* EXERCISE DETAILS:
Reproduce the data word for word, keeping every line complete.

* GIVEN INFORMATION:
== Segment start ==

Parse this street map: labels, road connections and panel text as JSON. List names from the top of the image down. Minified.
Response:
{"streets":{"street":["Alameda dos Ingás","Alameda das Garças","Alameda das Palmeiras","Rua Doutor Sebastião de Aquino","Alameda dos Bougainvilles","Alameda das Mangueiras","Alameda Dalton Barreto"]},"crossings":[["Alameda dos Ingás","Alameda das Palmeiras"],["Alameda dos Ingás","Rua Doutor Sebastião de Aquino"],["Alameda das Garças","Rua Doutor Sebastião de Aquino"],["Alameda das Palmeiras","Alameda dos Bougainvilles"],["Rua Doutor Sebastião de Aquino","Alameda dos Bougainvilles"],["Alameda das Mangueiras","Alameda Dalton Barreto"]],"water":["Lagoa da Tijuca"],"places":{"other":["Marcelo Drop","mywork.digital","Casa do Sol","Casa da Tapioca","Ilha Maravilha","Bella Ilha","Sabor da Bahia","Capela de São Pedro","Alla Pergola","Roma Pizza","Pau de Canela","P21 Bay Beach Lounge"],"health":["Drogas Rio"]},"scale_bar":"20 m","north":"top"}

== Segment end ==

* SOLUTION:
Parse this street map: labels, road connections and panel text as JSON. List names from the top of the image down. Minified.
Response:
{"streets":{"street":["Alameda dos Ingás","Alameda das Garças","Alameda das Palmeiras","Rua Doutor Sebastião de Aquino","Alameda dos Bougainvilles","Alameda das Mangueiras","Alameda Dalton Barreto"]},"crossings":[["Alameda dos Ingás","Alameda das Palmeiras"],["Alameda dos Ingás","Rua Doutor Sebastião de Aquino"],["Alameda das Garças","Rua Doutor Sebastião de Aquino"],["Alameda das Palmeiras","Alameda dos Bougainvilles"],["Rua Doutor Sebastião de Aquino","Alameda dos Bougainvilles"],["Alameda das Mangueiras","Alameda Dalton Barreto"]],"water":["Lagoa da Tijuca"],"places":{"other":["Marcelo Drop","mywork.digital","Casa do Sol","Casa da Tapioca","Ilha Maravilha","Bella Ilha","Sabor da Bahia","Capela de São Pedro","Alla Pergola","Roma Pizza","Pau de Canela","P21 Bay Beach Lounge"],"health":["Drogas Rio"]},"scale_bar":"20 m","north":"top"}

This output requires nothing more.